Keywords

1 Introduction

The online behavior of users (e.g., online shopping, interacting on social media) leaves a trail of digital footprints. Nowadays, these digital footprints are in most cases accumulated and traded by various online organizations, offering “free” services to the users. Companies, such as Facebook and Google, are using individuals’ personal data to profile users and provide them so called “targeted ads”. As a result, they are basically feeding on the users’ data to gain tremendous profits, leaving the user without any possibilities to actually monetize their own digital footprints in a transparent data market.

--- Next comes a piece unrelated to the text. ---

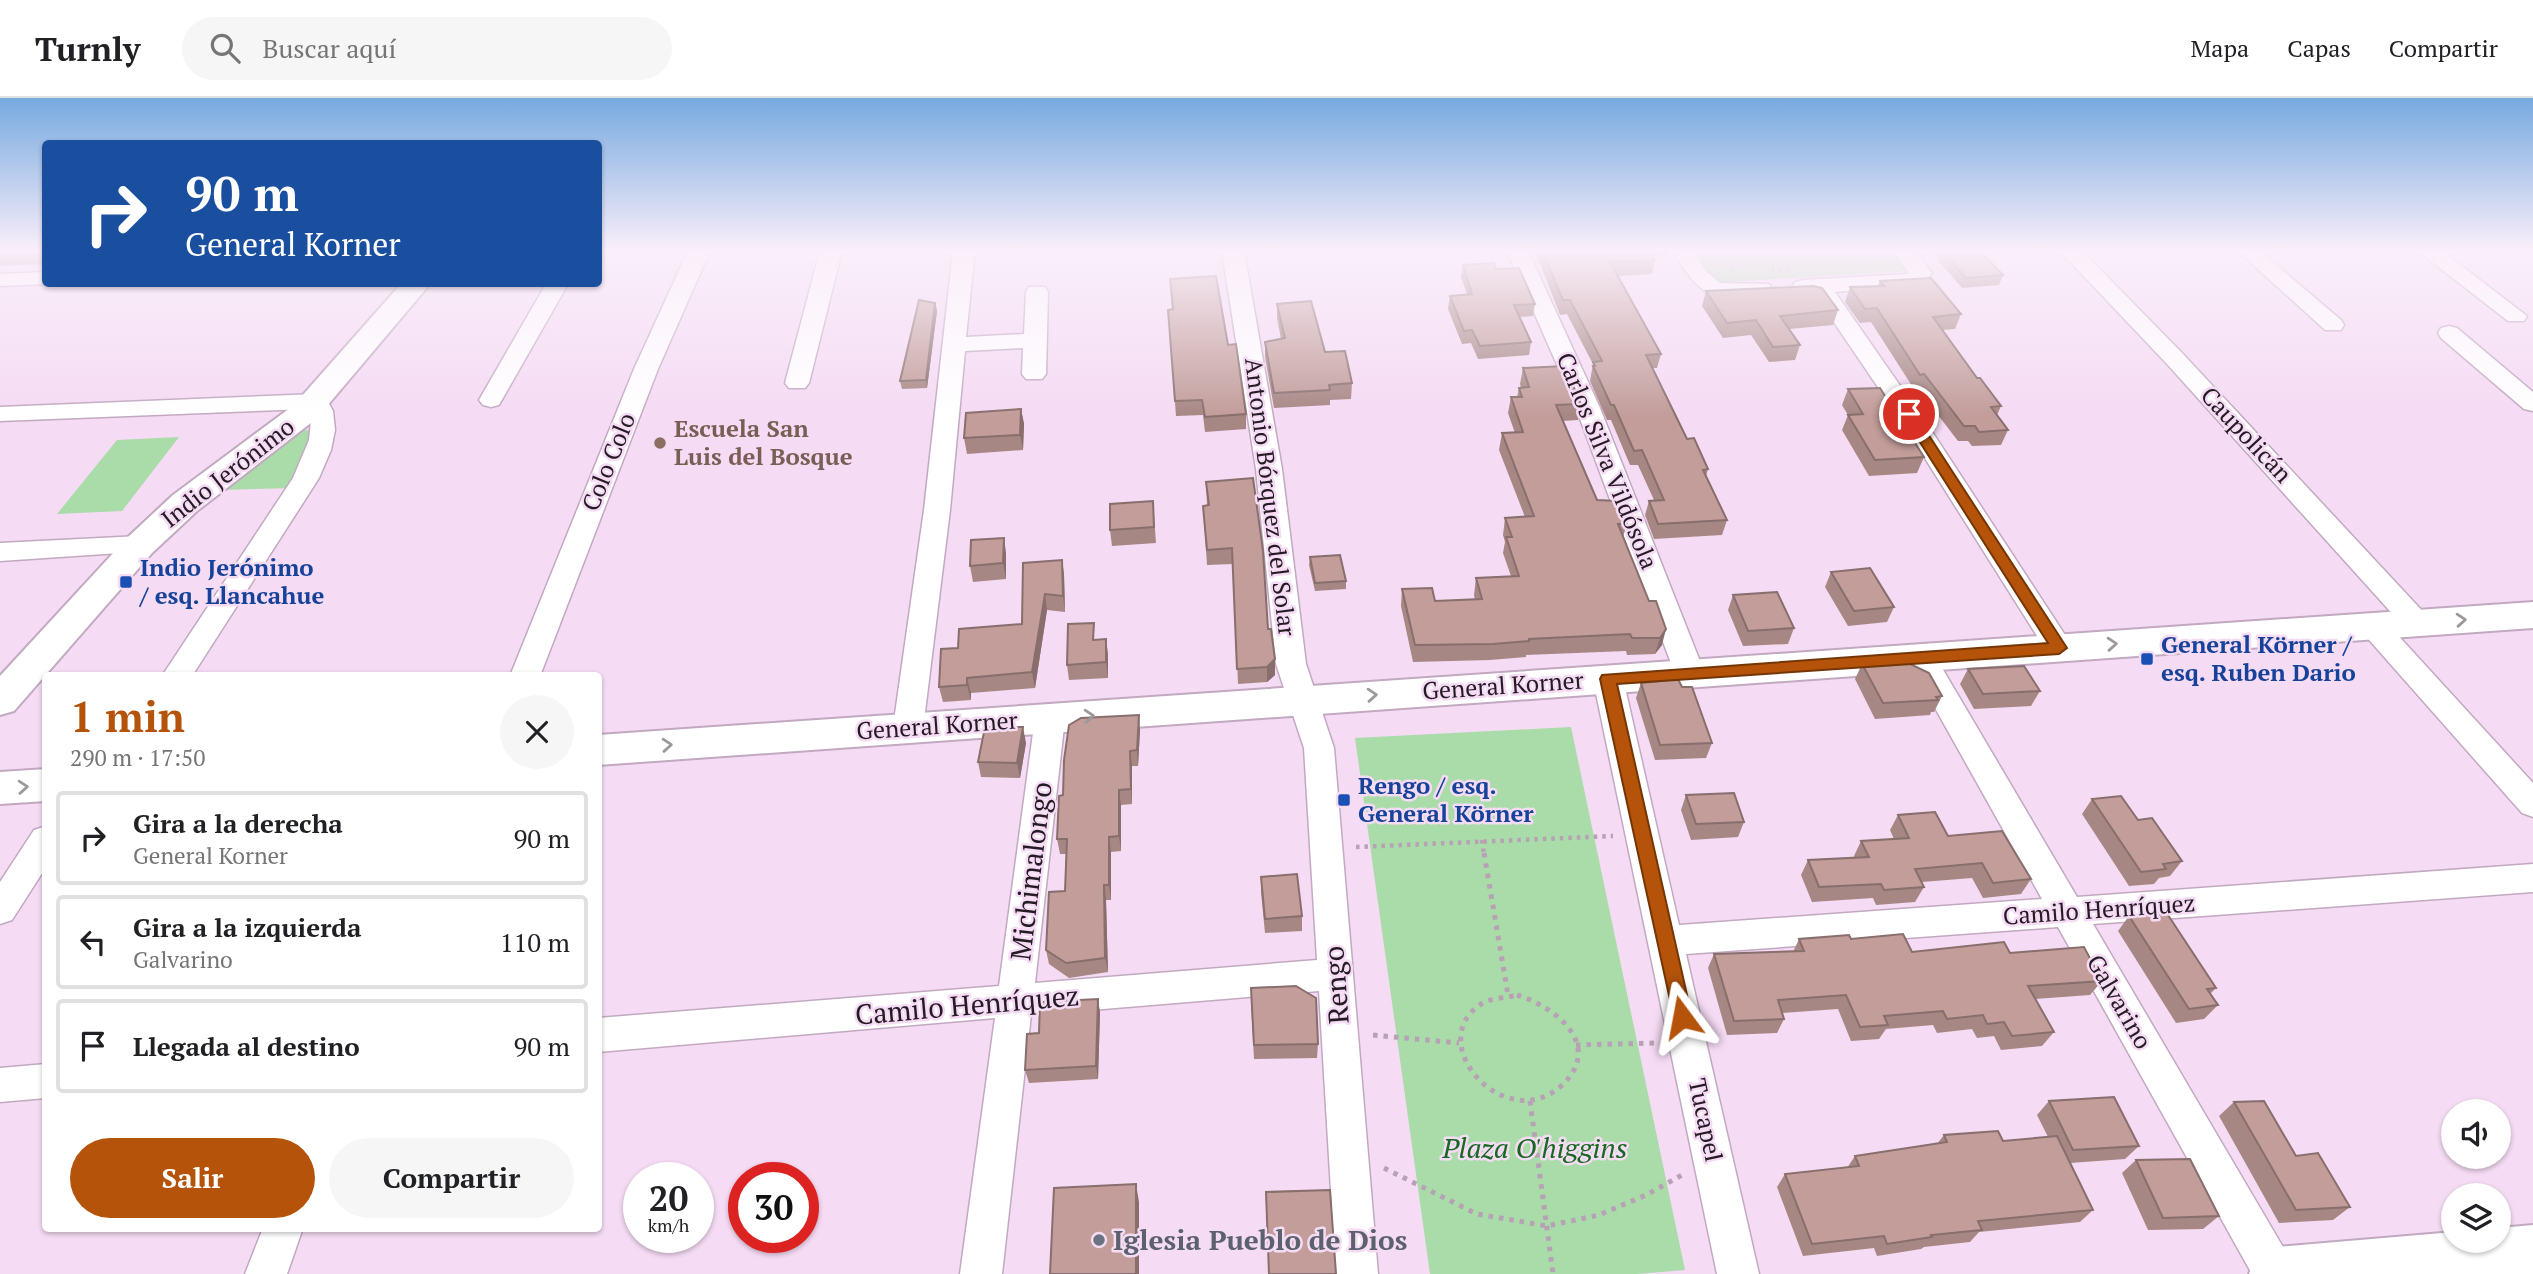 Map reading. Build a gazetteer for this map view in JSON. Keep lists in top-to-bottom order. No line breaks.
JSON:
{"streets":{"street":["Caupolicán","Carlos Silva Vildósola","Colo Colo","Indio Jerónimo","Antonio Bórquez del Solar","General Korner","Michimalongo","Camilo Henríquez","Rengo","Galvarino","Tucapel"]},"crossings":[["Caupolicán","General Korner"],["Carlos Silva Vildósola","General Korner"],["Antonio Bórquez del Solar","General Korner"],["Antonio Bórquez del Solar","Rengo"],["General Korner","Michimalongo"],["General Korner","Rengo"],["General Korner","Galvarino"],["General Korner","Tucapel"],["Michimalongo","Camilo Henríquez"],["Camilo Henríquez","Rengo"],["Camilo Henríquez","Galvarino"],["Camilo Henríquez","Tucapel"]],"one_way":["General Korner"],"parks":["Plaza O'higgins"],"places":{"other":["Escuela San Luis del Bosque","Iglesia Pueblo de Dios"],"transit":["Indio Jerónimo / esq. Llancahue","General Körner / esq. Ruben Dario","Rengo / esq. General Körner"]},"page":{"header":"Turnly","search":"Buscar aquí","nav":["Mapa","Capas","Compartir"],"turn":["90 m","General Korner"],"heading":["1 min","290 m · 17:50"],"list":[{"name":"Gira a la derecha","note":"General Korner","value":"90 m"},{"name":"Gira a la izquierda","note":"Galvarino","value":"110 m"},{"name":"Llegada al destino","value":"90 m"}],"buttons":["Salir","Compartir"],"speed":"20 km/h","limit":"30"}}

Besides the delicate legal and ethical aspects of exploiting user data (see for example the recent Cambridge Analytica scandal), a major reason for the difficulty of users to monetize their data in a data market is the lack of technical solutions to enforce the desired levels of privacy. When it comes to selling individuals’ personal data, one of the main issues is trustworthiness. Generally, individuals do not want to sell their data to a counter-party and have the risk that that party will sell the data further to others for a higher price, or misuse the data for another purpose than the individual initially agreed to.

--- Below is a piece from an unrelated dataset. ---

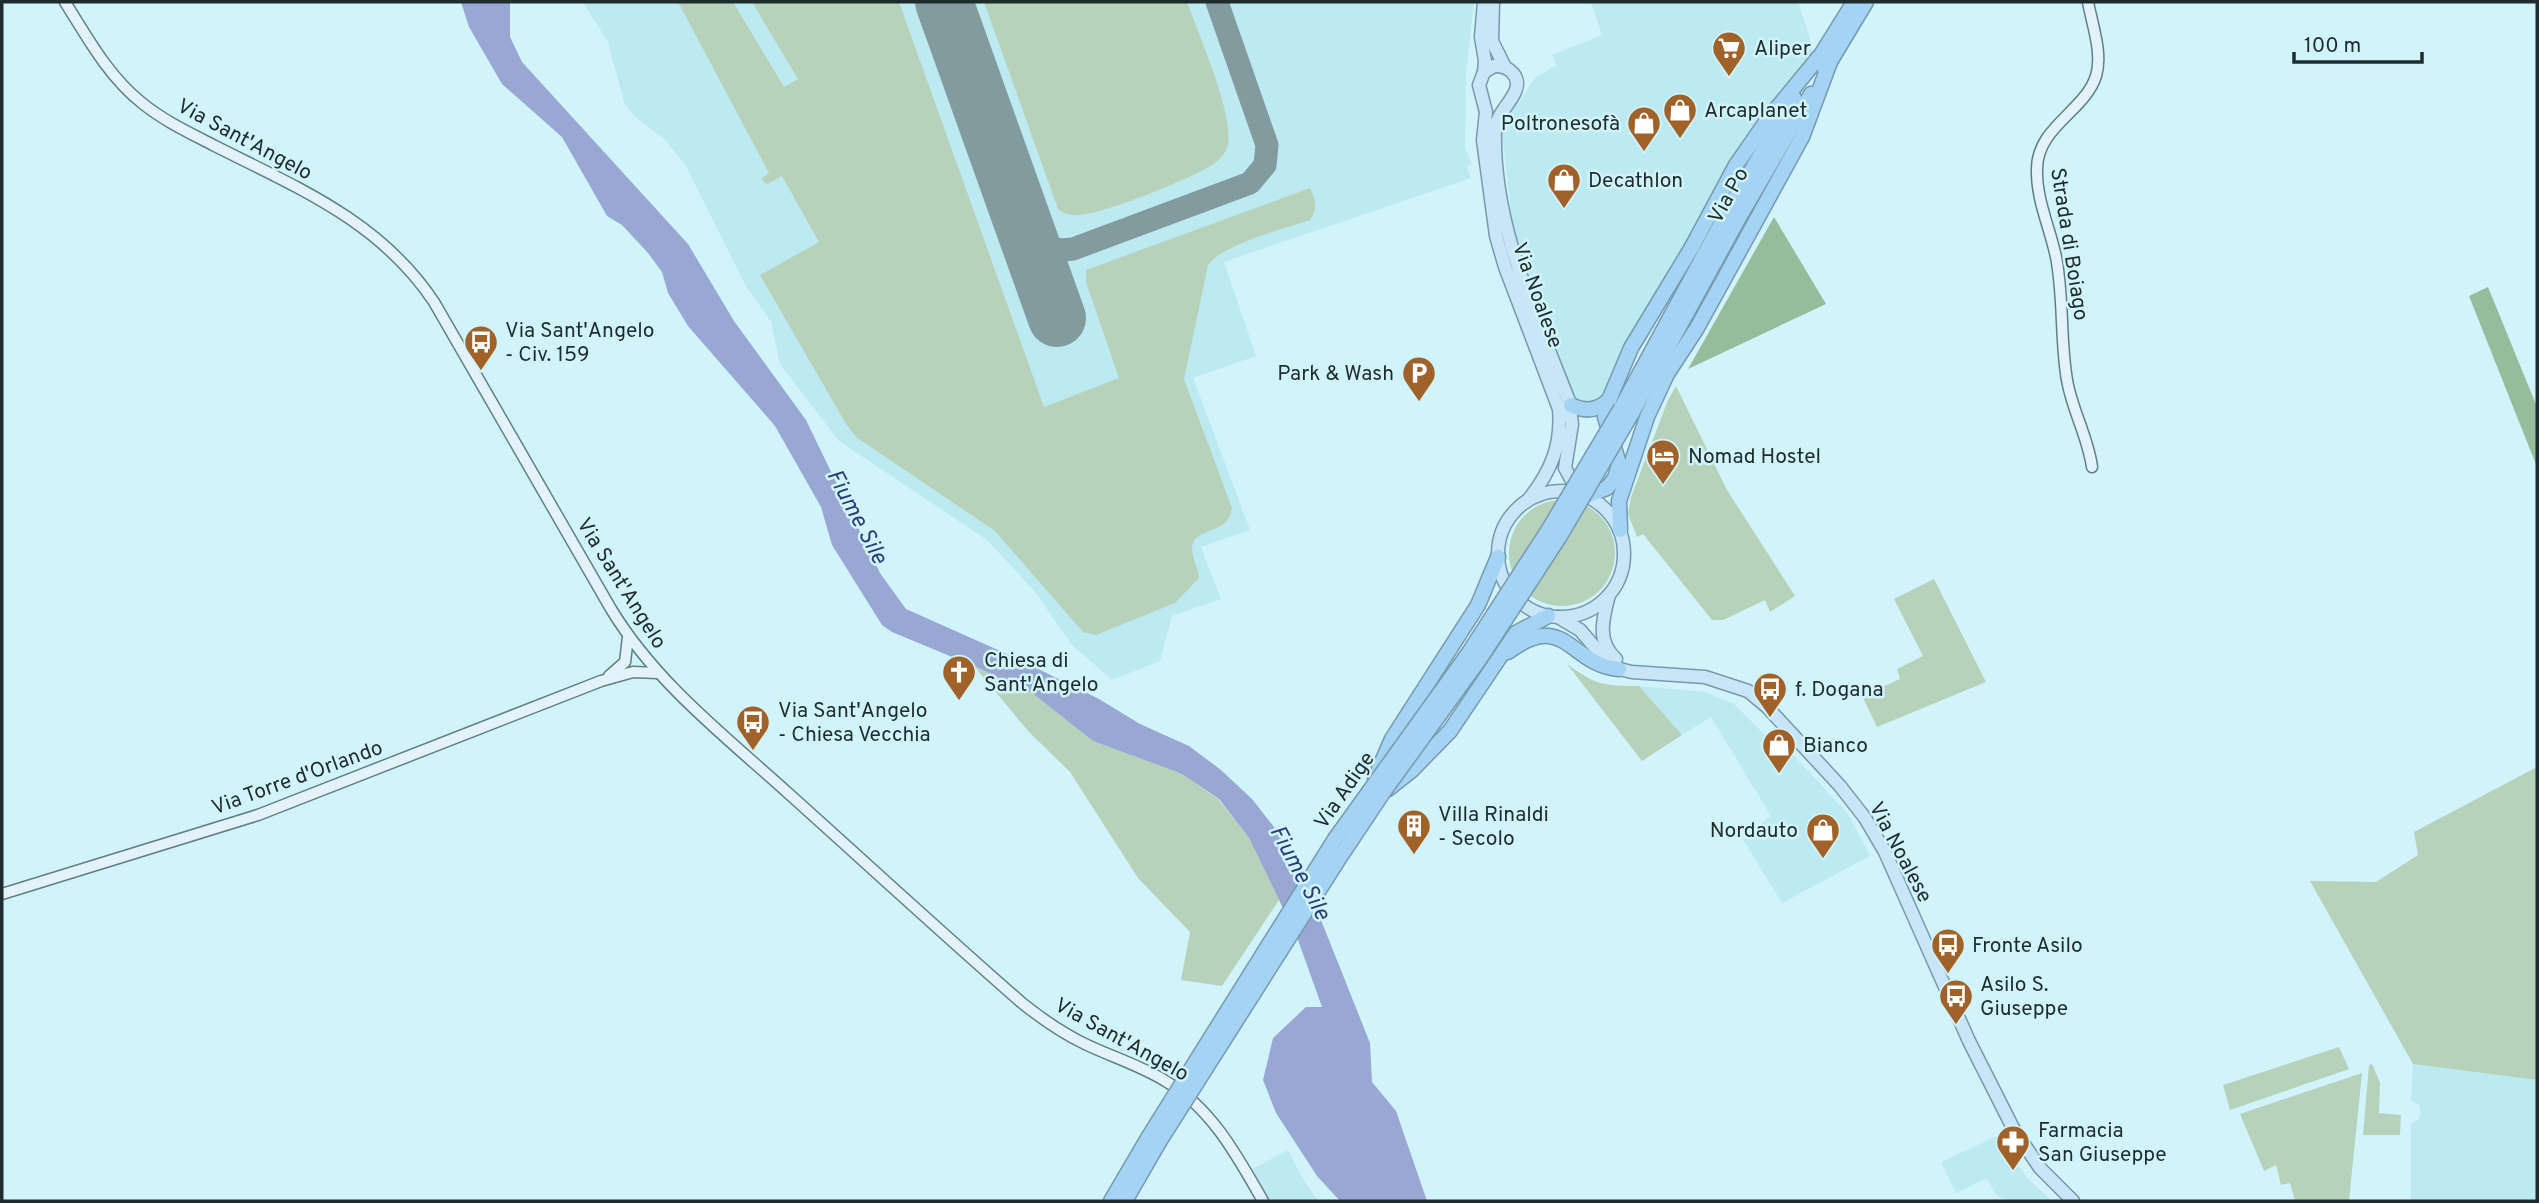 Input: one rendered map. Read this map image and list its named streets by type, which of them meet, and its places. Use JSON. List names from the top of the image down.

Two key technologies are emerging as essential to allow such a data market to be established. The first one is secure multi-party computation (hereby referred to as MPC)Footnote 1. MPC is a technology that allows data to be shared in a secret form (i.e., encrypted), while at the same time allowing meaningful computations to be performed on the data, the results of which could be shared with a third-party willing to pay for them. At no point in this process are data exposed in clear form, meaning that no parties involved in sharing the data and computing on the data can have access to the data, other than the owner of the data. By enabling calculation without removing encryption, MPC is the first cryptography-based technology that permits multi-owner data sharing and processing, ensuring that only data owners are allowed to access their data.

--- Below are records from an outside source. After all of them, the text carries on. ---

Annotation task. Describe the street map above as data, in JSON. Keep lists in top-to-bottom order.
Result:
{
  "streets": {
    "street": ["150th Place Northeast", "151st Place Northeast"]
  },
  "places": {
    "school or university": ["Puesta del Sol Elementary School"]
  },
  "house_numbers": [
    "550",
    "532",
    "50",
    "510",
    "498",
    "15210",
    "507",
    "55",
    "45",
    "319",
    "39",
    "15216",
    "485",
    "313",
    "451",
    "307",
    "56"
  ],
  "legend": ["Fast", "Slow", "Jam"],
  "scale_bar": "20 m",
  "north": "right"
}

The second technology is smart contracts (hereby referred to as SC)Footnote 2. A smart contract is a software program that typically runs in a decentralized infrastructure and once started it cannot be changed. A SC can facilitate, verify, and automatically enforce transactions giving it the potential to preserve data provenance in a data market context, where data ownership is essential. By design, a SC is being executed on a Blockchain which is an open distributed ledger that can record transactions between parties efficiently and in a verifiable and permanent way.

This paper explores the combination of MPC and SC technologies in the context of data markets. It proposes an architecture for combining MPC and SC as baseline technologies for data markets, and reports on a successful proof of concept prototype developed to demonstrate the feasibility of the proposed architecture.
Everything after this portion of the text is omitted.